Como explican John H. Miller y Scott E. Page, un auditorio puede acabar en pie «aunque la mayoría no haya disfrutado». A menudo, depende de algo tan prosaico como la disposición del público. Si quienes se levantan están al fondo de la sala, su gesto pasará probablemente inadvertido. Pero si ocupan las primeras filas, quienes estén justo detrás tendrán la impresión de que todo el mundo se ha levantado menos ellos. Y si entre los erguidos identifican a alguien con el que no desean indisponerse, es muy difícil que no cedan al entusiasmo general.
El precedente de los modernos parlamentos
A la unanimidad artificial del fascismo, la democracia opone el desorden espontáneo.
Cada cual opina lo que le viene en gana, como en la barra de un bar. La analogía no es gratuita. El precedente inmediato de los parlamentos modernos son los establecimientos europeos en los que se amenizaba la conversación con humeantes tazas del recién importado café americano. Como señala el filósofo Jürgen Habermas, su florecimiento a finales del siglo XVII permitió que la burguesía se organizara como actor público.

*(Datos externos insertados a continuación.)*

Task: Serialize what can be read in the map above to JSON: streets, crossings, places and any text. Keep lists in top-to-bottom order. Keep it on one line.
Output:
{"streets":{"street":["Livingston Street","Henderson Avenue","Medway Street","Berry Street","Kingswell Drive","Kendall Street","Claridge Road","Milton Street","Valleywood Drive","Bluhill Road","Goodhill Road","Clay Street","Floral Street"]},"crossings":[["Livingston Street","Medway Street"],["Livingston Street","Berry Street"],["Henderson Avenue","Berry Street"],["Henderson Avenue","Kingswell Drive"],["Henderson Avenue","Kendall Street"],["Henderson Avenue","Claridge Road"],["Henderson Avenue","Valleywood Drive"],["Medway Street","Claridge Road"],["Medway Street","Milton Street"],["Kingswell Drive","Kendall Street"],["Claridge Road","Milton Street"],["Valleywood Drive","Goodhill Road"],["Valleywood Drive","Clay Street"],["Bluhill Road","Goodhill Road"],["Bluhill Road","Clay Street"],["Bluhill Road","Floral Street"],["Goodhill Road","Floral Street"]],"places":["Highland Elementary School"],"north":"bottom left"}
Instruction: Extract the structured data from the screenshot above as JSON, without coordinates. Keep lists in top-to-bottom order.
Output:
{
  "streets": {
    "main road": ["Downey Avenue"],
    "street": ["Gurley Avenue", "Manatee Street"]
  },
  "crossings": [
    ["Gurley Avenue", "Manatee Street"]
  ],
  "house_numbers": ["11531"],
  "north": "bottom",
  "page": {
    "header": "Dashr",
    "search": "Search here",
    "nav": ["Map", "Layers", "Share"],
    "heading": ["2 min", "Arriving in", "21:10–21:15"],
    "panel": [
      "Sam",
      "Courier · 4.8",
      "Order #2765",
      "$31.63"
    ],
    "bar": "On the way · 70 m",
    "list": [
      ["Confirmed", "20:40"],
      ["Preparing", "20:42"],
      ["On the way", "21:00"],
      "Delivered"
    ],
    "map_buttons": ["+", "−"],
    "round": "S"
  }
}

La política deja entonces de ser mero asentimiento y el aplauso cortesano se ve desplazado por la palabra ciudadana.
Un plebiscito espontáneo
«Hay poco poder comunicativo en el aplauso», dice Justin Patch. «No entraña sutileza ni crítica».
Se limita, en efecto, a ratificar. Es como un plebiscito instantáneo, que es el otro instrumento favorito del autócrata. Porque a menudo se confunde la democracia con las urnas, pero convocar elecciones y consultas no es suficiente. En Venezuela se pasan el día votando. Hace falta además que cada ciudadano emita un voto informado y, para ello, se necesita un debate sin cortapisas.
Eso es lo que distingue a la democracia: cuestionarlo todo, siempre educadamente, por supuesto.
Lucinda Holdforth cuenta que en los salones franceses del siglo XVIII una rigurosa etiqueta proscribía cualquier crítica que no fuera atemperada por la ironía. El enciclopedista Denis Diderot era directo y brusco, pero sus anfitrionas nunca se opusieron a que hiciera la revolución, siempre que no alzara la voz ni perdiera la compostura.
Yonquis de la ovación
El aplauso no es incompatible con la democracia, pero debe administrarse con cautela, porque es altamente adictivo.
El líder aclamado una vez buscará inevitablemente otra dosis y, si los contrapesos institucionales no son lo suficientemente sólidos, empezará forzar las situaciones para regalarse nuevos baños de masas. Pasará a continuación a medir la duración y la intensidad de las ovaciones y, finalmente, se entretendrá localizando y castigando a los menos entusiastas.
Se trata de una práctica habitual en las tiranías más feroces, pero completamente extraña al estado de derecho.
A nadie se le debería condenar por lo que aplaude o deja de aplaudir sin escuchar antes sus explicaciones, pero es lo que me temo que ha ocurrido con el seleccionador femenino. «Jorge Vilda», informaba hace unos días The Economist, «el entrenador que condujo el equipo de fútbol de España a la gloria de la Copa del Mundo, ha sido destituido. Vilda —añadía— aplaudió el desafiante discurso de Luis Rubiales, el presidente de la Real Federación».
Un hecho impropio
Cabe la posibilidad (no descabellada ni infrecuente) de que en la revista británica no se hayan enterado y el cese tuviera otro motivo además del aplauso, pero mi colega Manu Carreño lo daba también no ya por bueno, sino por suficiente.
«¿Por qué —le recriminó al entrenador en la SER— aplaude Jorge Vilda entre otras cosas cuando Luis Rubiales dice eso del falso feminismo que hay en este país? Lo dije aquí y te lo digo a ti: me pareció un hecho impropio de los dos seleccionadores […] ¿Por qué en ese momento te sale aplaudir lo del falso feminismo que hay en este país que dijo Rubiales?»
La respuesta de Vilda es la que he escrito más arriba: lo hizo enajenado por la multitud.
Pero, aunque hubiera aplaudido de buen grado y con plena conciencia, ¿dónde está el problema? ¿No se puede cuestionar determinado feminismo? ¿Está prohibido no ya tildarlo de falso, sino concordar con quien lo tilda de falso?
Observo con inquietud el protagonismo que el aplauso va cobrando en la política española.